Records drawn from a dataset:

__________

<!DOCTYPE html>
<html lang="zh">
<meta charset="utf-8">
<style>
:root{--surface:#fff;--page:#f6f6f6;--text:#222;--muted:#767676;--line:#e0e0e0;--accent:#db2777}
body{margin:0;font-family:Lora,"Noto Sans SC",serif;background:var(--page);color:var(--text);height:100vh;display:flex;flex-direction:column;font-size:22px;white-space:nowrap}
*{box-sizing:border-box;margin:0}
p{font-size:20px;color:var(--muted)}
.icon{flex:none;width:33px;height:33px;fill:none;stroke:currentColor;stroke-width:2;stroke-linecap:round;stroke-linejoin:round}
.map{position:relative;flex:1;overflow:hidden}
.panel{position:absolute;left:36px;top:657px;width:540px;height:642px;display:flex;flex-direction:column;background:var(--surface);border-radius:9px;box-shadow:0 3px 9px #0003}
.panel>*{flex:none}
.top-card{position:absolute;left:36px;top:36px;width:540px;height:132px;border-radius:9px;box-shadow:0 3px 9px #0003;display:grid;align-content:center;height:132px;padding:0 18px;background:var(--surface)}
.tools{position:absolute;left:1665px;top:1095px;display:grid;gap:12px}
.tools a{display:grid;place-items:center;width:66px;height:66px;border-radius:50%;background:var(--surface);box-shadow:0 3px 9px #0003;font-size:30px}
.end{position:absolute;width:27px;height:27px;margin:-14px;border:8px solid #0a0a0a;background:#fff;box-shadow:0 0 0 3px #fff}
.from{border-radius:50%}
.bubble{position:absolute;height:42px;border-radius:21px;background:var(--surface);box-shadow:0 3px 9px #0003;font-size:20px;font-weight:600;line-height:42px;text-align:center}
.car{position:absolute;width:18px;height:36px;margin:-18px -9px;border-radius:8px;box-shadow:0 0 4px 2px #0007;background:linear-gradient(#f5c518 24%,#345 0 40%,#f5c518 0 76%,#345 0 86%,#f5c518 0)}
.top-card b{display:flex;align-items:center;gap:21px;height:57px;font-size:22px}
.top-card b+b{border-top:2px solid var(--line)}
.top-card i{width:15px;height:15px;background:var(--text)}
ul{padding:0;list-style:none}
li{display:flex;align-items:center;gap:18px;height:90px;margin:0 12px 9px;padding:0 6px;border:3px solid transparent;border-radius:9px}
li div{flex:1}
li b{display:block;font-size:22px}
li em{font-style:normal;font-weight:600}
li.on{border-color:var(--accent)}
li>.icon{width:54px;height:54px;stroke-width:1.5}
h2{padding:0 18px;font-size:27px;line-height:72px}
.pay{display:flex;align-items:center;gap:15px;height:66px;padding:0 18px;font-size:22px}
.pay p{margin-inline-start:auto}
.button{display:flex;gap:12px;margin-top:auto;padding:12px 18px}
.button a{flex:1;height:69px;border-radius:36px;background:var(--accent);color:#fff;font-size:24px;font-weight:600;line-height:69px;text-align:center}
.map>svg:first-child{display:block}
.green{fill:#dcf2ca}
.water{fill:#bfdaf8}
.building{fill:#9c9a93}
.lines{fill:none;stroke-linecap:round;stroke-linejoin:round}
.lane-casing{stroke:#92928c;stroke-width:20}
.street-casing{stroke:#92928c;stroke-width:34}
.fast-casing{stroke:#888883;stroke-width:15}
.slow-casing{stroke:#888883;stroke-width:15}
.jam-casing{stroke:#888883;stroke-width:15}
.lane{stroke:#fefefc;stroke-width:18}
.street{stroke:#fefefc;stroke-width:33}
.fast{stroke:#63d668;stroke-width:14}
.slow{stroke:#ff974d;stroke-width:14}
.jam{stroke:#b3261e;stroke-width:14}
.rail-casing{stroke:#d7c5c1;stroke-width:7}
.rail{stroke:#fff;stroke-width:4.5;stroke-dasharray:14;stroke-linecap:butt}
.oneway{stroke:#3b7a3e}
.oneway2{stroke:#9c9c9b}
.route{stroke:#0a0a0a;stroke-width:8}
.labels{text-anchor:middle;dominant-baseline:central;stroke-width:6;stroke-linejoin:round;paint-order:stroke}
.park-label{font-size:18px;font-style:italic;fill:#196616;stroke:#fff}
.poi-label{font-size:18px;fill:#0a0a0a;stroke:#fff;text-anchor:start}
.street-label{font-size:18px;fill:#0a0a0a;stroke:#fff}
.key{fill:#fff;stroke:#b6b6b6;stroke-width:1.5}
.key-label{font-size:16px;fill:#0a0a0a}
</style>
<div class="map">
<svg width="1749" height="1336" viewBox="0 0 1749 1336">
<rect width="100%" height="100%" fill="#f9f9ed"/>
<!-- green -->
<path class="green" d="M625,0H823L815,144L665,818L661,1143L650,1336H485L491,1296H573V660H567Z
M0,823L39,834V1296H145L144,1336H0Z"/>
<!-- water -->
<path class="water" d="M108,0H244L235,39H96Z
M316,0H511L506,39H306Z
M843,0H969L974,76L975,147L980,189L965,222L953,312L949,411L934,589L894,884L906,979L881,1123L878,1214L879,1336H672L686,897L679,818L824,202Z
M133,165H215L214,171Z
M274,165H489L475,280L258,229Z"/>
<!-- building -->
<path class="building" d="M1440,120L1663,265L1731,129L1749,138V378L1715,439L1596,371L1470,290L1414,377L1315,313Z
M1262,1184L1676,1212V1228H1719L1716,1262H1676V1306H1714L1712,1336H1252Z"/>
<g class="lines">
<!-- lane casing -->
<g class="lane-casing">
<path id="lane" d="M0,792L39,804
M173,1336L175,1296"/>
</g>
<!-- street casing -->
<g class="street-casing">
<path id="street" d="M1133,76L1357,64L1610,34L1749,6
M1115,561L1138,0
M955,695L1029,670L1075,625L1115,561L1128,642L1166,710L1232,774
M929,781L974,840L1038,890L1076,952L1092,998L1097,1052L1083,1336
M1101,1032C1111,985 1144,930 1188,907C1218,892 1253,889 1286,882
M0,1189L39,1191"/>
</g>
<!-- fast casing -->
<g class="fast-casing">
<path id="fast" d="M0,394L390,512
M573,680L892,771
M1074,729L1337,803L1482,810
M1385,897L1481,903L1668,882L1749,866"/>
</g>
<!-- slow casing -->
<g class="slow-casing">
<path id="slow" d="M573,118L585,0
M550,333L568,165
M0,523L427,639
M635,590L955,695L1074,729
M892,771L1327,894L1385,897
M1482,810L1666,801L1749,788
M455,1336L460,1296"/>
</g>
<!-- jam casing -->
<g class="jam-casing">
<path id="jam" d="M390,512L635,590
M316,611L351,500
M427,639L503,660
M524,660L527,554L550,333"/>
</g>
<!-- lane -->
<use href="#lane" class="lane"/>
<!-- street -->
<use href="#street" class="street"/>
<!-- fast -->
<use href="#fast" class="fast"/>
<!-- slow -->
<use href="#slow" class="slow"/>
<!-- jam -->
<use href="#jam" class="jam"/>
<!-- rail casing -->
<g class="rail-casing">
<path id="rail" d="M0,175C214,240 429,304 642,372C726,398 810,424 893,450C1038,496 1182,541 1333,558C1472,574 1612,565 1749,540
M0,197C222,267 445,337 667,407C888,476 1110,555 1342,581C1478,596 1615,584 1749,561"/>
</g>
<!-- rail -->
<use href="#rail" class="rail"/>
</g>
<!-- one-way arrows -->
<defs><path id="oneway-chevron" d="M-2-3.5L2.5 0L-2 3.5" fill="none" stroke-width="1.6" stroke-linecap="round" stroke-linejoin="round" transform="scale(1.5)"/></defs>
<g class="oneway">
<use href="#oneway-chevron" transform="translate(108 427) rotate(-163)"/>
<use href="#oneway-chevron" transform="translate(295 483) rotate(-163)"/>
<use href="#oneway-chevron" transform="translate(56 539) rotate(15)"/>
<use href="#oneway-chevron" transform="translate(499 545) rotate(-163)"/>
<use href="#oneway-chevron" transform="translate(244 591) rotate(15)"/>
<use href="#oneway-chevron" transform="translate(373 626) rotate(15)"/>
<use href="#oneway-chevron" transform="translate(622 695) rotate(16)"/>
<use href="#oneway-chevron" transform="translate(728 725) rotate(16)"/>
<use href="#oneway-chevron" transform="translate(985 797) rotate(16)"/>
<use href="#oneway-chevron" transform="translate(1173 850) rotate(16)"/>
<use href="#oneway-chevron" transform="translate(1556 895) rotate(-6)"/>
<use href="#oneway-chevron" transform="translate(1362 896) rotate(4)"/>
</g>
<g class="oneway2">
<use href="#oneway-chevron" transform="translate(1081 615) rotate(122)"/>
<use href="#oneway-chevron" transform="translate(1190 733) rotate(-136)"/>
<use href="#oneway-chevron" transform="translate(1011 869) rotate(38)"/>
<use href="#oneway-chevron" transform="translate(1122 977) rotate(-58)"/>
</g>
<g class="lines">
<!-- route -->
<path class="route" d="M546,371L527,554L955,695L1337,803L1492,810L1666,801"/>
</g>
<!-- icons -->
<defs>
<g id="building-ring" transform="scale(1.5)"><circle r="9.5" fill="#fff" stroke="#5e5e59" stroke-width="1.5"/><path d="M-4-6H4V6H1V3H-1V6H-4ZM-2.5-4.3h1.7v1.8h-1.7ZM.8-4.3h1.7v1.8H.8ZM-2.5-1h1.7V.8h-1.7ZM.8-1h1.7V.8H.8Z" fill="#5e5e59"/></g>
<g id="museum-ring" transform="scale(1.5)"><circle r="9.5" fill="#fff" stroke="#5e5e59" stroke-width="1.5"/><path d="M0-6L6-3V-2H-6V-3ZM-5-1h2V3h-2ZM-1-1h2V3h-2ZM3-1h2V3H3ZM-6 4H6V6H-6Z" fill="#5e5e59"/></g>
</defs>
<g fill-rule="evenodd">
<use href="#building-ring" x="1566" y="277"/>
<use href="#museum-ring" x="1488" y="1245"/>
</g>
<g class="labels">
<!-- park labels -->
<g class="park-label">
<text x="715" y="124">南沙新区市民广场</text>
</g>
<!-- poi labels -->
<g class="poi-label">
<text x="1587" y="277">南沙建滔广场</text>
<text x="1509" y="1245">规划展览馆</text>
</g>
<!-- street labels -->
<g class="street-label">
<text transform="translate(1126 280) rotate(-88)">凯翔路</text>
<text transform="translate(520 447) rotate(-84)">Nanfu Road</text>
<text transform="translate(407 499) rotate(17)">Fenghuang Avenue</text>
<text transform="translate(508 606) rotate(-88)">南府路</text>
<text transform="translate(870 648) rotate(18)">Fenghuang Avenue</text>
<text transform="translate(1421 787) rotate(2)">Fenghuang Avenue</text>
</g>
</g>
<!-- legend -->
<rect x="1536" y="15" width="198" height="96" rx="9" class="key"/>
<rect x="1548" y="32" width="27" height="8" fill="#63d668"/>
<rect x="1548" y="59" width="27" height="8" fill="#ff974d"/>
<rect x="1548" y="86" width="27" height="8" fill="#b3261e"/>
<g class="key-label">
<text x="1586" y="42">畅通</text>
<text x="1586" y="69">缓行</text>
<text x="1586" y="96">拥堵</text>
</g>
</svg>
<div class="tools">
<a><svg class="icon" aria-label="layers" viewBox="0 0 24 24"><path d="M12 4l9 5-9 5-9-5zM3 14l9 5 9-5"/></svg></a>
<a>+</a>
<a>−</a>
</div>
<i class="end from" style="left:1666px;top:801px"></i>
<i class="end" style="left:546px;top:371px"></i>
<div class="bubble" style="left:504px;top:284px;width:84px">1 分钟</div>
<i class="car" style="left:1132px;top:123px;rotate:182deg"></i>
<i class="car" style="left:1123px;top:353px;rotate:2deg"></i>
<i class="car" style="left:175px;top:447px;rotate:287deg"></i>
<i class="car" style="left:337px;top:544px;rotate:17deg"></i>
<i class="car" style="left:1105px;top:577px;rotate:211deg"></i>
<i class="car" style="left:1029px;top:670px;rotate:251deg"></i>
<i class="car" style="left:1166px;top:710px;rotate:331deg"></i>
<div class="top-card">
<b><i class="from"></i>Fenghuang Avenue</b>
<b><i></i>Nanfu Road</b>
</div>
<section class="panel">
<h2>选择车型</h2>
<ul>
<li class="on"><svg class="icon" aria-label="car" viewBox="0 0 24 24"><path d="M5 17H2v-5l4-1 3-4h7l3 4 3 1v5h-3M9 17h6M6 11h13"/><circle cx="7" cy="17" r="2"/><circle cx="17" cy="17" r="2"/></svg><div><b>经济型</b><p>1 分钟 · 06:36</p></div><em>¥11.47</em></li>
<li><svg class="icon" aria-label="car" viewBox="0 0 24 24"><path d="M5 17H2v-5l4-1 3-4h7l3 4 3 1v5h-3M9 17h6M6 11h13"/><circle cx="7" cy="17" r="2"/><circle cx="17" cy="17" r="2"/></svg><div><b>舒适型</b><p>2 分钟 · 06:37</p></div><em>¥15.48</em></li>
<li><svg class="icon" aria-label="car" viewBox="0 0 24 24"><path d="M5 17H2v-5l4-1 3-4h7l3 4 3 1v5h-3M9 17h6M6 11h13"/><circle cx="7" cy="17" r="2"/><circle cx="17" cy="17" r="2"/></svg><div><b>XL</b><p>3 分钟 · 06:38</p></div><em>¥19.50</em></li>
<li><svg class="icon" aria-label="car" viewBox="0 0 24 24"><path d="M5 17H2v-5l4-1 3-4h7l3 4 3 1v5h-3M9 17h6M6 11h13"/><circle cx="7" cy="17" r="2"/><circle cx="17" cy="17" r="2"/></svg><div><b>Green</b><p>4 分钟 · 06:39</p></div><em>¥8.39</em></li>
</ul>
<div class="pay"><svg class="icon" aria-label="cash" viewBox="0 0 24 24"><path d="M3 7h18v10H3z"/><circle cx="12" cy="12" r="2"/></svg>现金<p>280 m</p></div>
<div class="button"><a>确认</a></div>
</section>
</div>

__________

→ **How to complete this task**
Check all the records above and select each line where the string "block" is found.

→ **Answer to this exercise**
li b{display:block;font-size:22px}
.map>svg:first-child{display:block}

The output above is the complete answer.